#### ACTION ITEM
Restate each entry exactly, without pictures.

(RAW DATA Opens)

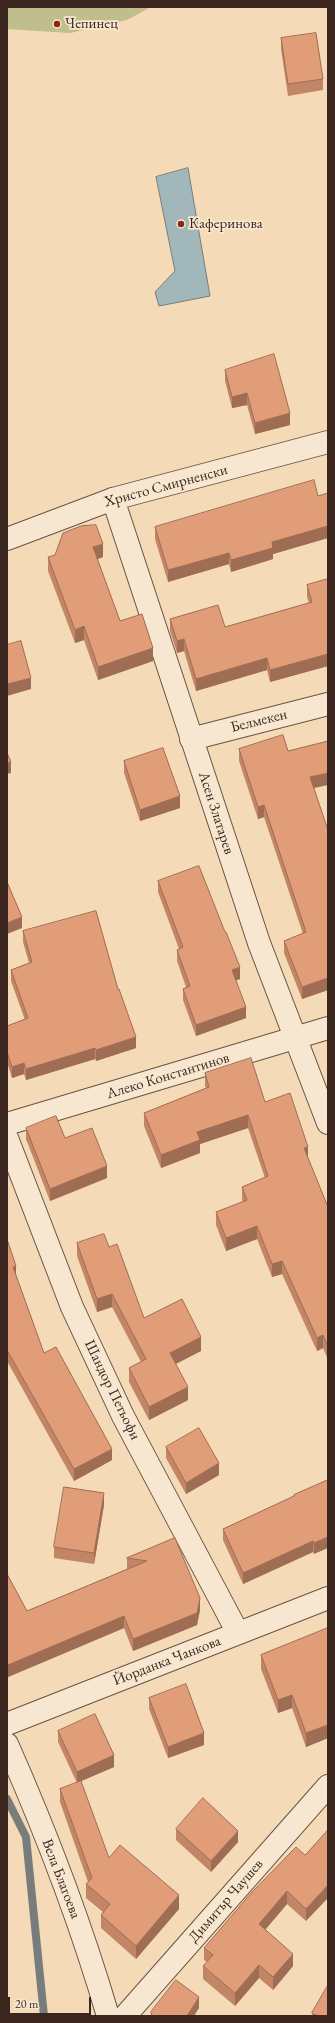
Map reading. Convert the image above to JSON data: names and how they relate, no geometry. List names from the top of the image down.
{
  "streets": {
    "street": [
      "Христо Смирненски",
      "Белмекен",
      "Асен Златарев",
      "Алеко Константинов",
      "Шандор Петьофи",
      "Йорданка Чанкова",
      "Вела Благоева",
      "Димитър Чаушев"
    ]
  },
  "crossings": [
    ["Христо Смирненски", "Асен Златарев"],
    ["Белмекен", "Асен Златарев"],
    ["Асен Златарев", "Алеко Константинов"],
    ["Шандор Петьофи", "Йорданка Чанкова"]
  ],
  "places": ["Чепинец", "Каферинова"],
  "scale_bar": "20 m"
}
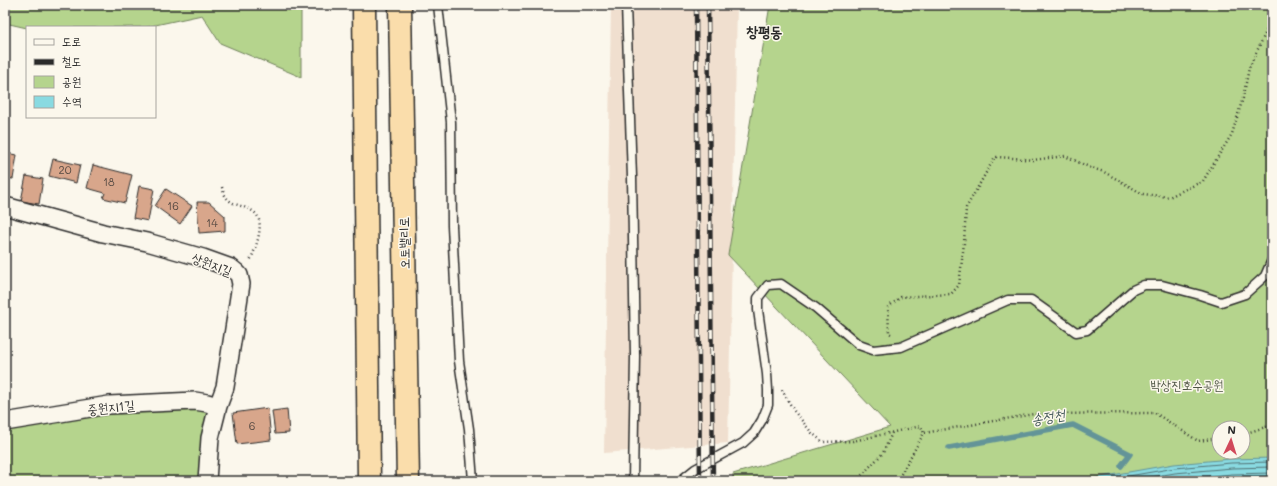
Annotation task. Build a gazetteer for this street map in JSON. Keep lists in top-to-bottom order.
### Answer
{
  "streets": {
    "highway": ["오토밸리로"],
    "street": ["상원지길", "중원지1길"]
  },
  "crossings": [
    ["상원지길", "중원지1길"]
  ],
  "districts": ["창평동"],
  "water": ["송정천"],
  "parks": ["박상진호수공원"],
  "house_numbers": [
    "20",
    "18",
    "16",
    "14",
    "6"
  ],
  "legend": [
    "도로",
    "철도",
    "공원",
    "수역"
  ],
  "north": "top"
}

(RAW DATA Closes)

#### SOLUTION FOR THIS TASK
Map reading. Convert the image above to JSON data: names and how they relate, no geometry. List names from the top of the image down.
{
  "streets": {
    "street": [
      "Христо Смирненски",
      "Белмекен",
      "Асен Златарев",
      "Алеко Константинов",
      "Шандор Петьофи",
      "Йорданка Чанкова",
      "Вела Благоева",
      "Димитър Чаушев"
    ]
  },
  "crossings": [
    ["Христо Смирненски", "Асен Златарев"],
    ["Белмекен", "Асен Златарев"],
    ["Асен Златарев", "Алеко Константинов"],
    ["Шандор Петьофи", "Йорданка Чанкова"]
  ],
  "places": ["Чепинец", "Каферинова"],
  "scale_bar": "20 m"
}
Annotation task. Build a gazetteer for this street map in JSON. Keep lists in top-to-bottom order.
### Answer
{
  "streets": {
    "highway": ["오토밸리로"],
    "street": ["상원지길", "중원지1길"]
  },
  "crossings": [
    ["상원지길", "중원지1길"]
  ],
  "districts": ["창평동"],
  "water": ["송정천"],
  "parks": ["박상진호수공원"],
  "house_numbers": [
    "20",
    "18",
    "16",
    "14",
    "6"
  ],
  "legend": [
    "도로",
    "철도",
    "공원",
    "수역"
  ],
  "north": "top"
}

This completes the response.